The Silkworm (Cormoran Strike, #2)(150)



‘I understand that,’ said Robin. ‘We believe you, Kathryn, I promise. Strike wants to find the real killer, he’s not like the police.’ (‘Insinuate, don’t state.’) ‘He’s not interested in just grabbing the next woman Quine might’ve – you know—’

The words let tie him up hung in the air, unspoken.

Pippa was easier to read than Kathryn. Credulous and easily panicked, she looked at Kathryn, who seemed furious.

‘Maybe I don’t care who killed him!’ Kathryn snarled through clenched teeth.

‘But you surely don’t want to be arrest—?’

‘I’ve only got your word for it they’re interested in me! There’s been nothing on the news!’

‘Well… there wouldn’t be, would there?’ said Robin gently. ‘The police don’t hold press conferences to announce that they think they might have the wrong pers—’

‘Who had the credit card? Her.’

‘Quine usually had it himself,’ said Robin, ‘and his wife’s not the only person who had access.’

‘How d’you know what the police are thinking any more than I do?’

‘Strike’s got good contacts at the Met,’ said Robin calmly. ‘He was in Afghanistan with the investigating officer, Richard Anstis.’

The name of the man who had interrogated her seemed to carry weight with Kathryn. She glanced at Pippa again.

‘Why’re you telling me this?’ Kathryn demanded.

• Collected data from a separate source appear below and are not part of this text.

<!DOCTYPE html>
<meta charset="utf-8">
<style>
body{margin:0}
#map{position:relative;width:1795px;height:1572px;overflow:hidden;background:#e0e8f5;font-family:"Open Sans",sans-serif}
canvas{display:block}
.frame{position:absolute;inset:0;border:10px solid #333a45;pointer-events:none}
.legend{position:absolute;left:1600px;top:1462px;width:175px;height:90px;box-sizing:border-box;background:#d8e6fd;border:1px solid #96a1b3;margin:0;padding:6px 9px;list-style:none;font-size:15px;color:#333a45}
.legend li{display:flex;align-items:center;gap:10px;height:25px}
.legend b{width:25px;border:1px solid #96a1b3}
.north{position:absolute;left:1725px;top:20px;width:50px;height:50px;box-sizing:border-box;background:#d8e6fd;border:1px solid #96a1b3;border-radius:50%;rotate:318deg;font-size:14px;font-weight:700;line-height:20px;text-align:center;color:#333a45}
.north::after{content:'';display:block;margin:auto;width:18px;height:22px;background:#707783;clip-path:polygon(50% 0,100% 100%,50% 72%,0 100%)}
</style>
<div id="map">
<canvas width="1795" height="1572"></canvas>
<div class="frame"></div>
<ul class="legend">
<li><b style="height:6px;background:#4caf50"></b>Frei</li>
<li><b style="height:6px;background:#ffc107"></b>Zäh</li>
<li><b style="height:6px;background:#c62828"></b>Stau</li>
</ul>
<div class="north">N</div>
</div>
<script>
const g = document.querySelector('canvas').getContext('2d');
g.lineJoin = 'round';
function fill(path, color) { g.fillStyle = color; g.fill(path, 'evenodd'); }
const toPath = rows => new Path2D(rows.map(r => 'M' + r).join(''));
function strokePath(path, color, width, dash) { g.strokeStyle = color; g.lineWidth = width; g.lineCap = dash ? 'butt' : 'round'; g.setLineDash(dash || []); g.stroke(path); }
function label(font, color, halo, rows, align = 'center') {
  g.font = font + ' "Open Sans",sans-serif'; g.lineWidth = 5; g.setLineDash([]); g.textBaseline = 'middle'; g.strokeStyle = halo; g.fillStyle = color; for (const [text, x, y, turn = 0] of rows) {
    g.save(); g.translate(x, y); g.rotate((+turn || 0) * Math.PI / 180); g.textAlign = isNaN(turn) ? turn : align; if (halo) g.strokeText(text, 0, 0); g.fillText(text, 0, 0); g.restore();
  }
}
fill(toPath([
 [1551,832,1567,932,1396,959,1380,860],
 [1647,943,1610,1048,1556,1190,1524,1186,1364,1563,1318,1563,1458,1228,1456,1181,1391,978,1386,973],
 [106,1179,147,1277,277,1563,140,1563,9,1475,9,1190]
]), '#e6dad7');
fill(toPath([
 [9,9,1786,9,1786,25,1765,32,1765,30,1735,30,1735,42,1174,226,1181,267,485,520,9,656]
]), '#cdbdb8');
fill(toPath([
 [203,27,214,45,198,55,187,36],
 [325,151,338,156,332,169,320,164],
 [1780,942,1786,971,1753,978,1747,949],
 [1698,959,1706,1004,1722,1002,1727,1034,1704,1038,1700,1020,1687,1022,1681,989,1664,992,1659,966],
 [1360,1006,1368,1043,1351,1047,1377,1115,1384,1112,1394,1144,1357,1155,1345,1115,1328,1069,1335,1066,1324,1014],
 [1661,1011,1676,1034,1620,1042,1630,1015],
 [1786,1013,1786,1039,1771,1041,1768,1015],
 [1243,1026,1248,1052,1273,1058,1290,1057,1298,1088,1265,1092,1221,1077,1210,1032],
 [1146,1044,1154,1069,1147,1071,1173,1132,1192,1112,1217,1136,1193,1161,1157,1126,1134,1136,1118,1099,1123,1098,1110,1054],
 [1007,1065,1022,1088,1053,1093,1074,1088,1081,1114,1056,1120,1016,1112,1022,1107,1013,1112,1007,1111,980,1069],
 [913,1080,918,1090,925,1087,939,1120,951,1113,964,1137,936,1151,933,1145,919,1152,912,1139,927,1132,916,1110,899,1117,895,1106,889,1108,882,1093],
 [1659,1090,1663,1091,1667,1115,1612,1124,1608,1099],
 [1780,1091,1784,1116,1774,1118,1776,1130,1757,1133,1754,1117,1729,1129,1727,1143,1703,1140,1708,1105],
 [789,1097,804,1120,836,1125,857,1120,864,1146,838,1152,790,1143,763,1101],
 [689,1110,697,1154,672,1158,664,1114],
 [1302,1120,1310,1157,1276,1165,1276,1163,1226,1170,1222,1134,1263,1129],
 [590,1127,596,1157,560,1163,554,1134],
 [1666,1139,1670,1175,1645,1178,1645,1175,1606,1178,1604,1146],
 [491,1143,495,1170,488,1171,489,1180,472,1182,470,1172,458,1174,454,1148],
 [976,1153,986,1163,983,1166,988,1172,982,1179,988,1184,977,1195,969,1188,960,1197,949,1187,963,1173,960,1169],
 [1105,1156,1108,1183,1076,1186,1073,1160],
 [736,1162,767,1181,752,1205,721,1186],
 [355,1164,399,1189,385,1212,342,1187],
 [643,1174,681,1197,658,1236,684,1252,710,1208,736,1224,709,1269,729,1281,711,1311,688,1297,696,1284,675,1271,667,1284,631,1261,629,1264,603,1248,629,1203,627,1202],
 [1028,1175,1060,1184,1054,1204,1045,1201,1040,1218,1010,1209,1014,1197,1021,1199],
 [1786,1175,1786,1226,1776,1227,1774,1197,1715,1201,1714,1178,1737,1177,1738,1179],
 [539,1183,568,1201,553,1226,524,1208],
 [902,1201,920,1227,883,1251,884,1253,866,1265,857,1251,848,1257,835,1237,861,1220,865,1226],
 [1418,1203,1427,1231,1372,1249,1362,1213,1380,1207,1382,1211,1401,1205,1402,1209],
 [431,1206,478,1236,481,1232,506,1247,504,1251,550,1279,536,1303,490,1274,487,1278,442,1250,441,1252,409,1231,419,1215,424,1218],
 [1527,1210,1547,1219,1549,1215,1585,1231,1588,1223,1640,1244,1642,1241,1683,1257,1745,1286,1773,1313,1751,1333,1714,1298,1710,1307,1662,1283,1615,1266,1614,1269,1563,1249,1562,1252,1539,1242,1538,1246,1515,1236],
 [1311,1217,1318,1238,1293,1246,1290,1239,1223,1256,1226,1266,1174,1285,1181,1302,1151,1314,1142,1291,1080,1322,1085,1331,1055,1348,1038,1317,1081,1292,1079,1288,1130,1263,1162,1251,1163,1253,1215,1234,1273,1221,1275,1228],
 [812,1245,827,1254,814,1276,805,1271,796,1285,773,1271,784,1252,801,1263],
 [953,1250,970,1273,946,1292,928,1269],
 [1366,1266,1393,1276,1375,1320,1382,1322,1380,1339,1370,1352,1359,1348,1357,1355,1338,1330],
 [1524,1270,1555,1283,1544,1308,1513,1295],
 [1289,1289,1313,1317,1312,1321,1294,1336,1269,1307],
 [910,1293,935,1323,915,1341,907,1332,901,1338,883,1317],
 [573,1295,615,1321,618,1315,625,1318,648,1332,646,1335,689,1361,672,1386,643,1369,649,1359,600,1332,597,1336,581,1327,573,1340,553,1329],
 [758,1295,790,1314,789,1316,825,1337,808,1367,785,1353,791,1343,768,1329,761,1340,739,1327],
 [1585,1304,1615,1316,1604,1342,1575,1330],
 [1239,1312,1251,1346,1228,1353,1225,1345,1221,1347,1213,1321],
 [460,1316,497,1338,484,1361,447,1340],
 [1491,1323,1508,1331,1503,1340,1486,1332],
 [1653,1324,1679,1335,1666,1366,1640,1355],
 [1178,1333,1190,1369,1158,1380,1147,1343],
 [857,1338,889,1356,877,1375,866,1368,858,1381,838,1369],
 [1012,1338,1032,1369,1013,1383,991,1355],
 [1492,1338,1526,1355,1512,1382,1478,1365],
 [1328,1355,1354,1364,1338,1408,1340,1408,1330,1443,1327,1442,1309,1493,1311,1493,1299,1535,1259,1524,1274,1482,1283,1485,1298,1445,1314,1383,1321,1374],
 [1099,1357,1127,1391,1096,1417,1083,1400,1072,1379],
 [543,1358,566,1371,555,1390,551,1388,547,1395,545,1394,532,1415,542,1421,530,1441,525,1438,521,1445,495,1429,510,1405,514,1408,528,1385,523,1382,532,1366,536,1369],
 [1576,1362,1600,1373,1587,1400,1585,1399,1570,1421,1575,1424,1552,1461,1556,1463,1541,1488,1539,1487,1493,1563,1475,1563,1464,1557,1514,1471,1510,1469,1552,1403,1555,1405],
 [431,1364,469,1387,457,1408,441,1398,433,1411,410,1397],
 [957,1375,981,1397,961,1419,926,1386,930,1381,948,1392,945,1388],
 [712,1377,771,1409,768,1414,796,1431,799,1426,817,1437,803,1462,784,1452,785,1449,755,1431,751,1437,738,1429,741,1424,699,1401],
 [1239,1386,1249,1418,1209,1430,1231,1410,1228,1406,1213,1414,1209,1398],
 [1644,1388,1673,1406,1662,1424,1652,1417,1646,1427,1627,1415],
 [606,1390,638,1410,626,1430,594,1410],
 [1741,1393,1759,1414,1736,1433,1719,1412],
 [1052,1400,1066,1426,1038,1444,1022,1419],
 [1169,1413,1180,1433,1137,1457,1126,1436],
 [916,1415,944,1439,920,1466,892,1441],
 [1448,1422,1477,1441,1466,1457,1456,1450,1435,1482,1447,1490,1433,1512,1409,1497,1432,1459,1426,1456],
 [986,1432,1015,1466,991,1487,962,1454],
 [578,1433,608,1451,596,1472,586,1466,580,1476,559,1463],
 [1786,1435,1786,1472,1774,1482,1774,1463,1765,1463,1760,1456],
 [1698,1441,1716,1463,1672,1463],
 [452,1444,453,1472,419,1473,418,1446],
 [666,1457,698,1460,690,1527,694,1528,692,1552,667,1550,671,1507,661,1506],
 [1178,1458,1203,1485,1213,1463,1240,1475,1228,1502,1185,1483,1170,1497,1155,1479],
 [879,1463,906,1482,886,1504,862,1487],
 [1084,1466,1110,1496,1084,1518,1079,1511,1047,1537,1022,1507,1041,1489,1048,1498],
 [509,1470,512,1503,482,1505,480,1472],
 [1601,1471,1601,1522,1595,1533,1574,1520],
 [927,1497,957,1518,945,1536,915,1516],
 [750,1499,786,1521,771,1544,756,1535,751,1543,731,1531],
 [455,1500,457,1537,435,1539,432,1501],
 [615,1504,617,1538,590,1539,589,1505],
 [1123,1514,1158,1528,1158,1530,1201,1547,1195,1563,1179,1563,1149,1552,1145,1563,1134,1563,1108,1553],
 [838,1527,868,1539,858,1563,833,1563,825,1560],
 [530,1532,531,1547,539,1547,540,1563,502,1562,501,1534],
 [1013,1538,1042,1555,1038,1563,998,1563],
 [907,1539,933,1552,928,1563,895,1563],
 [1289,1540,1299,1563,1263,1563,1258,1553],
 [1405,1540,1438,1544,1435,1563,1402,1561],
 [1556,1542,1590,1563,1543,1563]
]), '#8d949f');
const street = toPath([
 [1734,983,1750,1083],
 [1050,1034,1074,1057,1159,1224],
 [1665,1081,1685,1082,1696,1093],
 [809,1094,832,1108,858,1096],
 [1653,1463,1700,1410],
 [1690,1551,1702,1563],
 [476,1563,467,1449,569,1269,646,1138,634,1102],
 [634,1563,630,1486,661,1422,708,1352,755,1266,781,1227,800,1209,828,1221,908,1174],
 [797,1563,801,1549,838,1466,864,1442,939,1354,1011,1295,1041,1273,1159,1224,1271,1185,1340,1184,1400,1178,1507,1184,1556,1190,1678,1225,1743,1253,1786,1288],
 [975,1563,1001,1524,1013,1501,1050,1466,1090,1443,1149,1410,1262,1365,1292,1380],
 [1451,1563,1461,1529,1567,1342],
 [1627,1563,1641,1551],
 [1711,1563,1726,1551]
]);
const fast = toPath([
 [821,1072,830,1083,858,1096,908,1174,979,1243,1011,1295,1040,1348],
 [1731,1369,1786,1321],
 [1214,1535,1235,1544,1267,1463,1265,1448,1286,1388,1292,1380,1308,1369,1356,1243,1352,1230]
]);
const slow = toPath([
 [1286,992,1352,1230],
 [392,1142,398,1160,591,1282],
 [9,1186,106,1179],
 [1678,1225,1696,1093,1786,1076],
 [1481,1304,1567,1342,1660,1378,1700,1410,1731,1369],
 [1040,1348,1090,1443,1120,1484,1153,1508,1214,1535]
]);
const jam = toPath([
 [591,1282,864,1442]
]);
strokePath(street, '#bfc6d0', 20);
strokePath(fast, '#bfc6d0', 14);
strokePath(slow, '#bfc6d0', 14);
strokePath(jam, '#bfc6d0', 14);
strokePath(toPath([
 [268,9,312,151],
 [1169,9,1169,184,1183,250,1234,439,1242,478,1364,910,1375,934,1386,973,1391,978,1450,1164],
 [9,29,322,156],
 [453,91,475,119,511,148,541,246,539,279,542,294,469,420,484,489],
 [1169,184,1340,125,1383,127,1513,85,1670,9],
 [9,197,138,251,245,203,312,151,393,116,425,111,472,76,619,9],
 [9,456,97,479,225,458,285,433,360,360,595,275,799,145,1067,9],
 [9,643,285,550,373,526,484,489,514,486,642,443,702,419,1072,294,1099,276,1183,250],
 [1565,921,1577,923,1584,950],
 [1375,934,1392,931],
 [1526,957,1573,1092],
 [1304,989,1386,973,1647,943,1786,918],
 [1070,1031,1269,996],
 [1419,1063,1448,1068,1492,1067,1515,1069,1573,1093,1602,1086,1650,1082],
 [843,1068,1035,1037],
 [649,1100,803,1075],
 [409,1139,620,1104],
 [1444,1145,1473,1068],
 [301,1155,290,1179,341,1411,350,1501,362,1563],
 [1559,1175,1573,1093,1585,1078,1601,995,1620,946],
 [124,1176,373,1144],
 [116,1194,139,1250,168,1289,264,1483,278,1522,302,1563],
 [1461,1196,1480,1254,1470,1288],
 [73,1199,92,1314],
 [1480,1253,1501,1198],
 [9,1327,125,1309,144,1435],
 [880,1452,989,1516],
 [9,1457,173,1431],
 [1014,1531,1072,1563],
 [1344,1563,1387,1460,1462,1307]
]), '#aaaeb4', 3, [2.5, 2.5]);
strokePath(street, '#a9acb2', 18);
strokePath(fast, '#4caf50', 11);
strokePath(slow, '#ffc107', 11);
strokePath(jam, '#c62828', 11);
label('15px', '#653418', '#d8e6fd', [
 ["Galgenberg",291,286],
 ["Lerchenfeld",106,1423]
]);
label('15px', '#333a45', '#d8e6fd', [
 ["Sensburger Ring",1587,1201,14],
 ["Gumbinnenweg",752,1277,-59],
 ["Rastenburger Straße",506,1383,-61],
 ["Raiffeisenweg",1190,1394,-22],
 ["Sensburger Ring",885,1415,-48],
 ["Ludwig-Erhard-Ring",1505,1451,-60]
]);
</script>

‘Because we don’t want to see another innocent woman arrested,’ said Robin, ‘because we think the police are wasting time sniffing around the wrong people and because,’ (‘throw in a bit of self-interest once you’ve baited the hook, it keeps things plausible’) ‘obviously,’ said Robin, with a show of awkwardness, ‘it would do Cormoran a lot of good if he was the one who got the real killer. Again,’ she added.

‘Yeah,’ said Kathryn, nodding vehemently, ‘that’s it, isn’t it? He wants the publicity.’

No woman who had been with Owen Quine for two years was going to believe that publicity wasn’t an unqualified boon.

‘Look, we just wanted to warn you how they’re thinking,’ said Robin, ‘and to ask for your help. But obviously, if you don’t want…’

Robin made to stand.

(‘Once you’ve laid it out for her, act like you can take it or leave it. You’re there when she starts chasing you.’)

‘I’ve told the police everything I know,’ said Kathryn, who appeared disconcerted now that Robin, who was taller than her, had stood up again. ‘I haven’t got anything else to say.’

‘Well, we’re not sure they were asking the right questions,’ said Robin, sinking back onto the sofa. ‘You’re a writer,’ she said, turning suddenly off the piste that Strike had prepared for her, her eyes on the laptop in the corner. ‘You notice things. You understood him and his work better than anyone else.’

The unexpected swerve into flattery caused whatever words of fury Kathryn had been about to fling at Robin (her mouth had been open, ready to deliver them) to die in her throat.

‘So?’ Kathryn said. Her aggression felt a little fake now. ‘What d’you want to know?’

‘Will you let Strike come and hear what you’ve got to say? He won’t if you don’t want him to,’ Robin assured her (an offer unsanctioned by her boss). ‘He respects your right to refuse.’ (Strike had made no such declaration.) ‘But he’d like to hear it in your own words.’

‘I don’t know that I’ve got anything useful to say,’ said Kathryn, folding her arms again, but she could not disguise a ring of gratified vanity.

‘I know it’s a big ask,’ said Robin, ‘but if you help us get the real killer, Kathryn, you’ll be in the papers for the right reasons.’

The promise of it settled gently over the sitting room – Kathryn interviewed by eager and now admiring journalists, asking about her work, perhaps: Tell me about Melina’s Sacrifice…

Kathryn glanced sideways at Pippa, who said:

‘That bastard kidnapped me!’

‘You tried to attack him, Pip,’ said Kathryn. She turned a little anxiously to Robin. ‘I never told her to do that. She was – after we saw what he’d written in the book – we were both… and we thought he – your boss – had been hired to fit us up.’

‘I understand,’ lied Robin, who found the reasoning tortuous and paranoid, but perhaps that was what spending time with Owen Quine did to a person.

‘She got carried away and didn’t think,’ said Kathryn, with a look of mingled affection and reproof at her protégée. ‘Pip’s got temper issues.’

‘Understandable,’ said Robin hypocritically. ‘May I call Cormoran – Strike, I mean? Ask him to meet us here?’

She had already slipped her mobile out of her pocket and glanced down at it. Strike had texted her:



On balcony. Bloody freezing.





She texted back:



Wait 5.





In fact, she needed only three minutes. Softened by Robin’s earnestness and air of understanding, and by the encouragement of the alarmed Pippa to let Strike in and find out the worst, when he finally knocked Kathryn proceeded to the front door with something close to alacrity.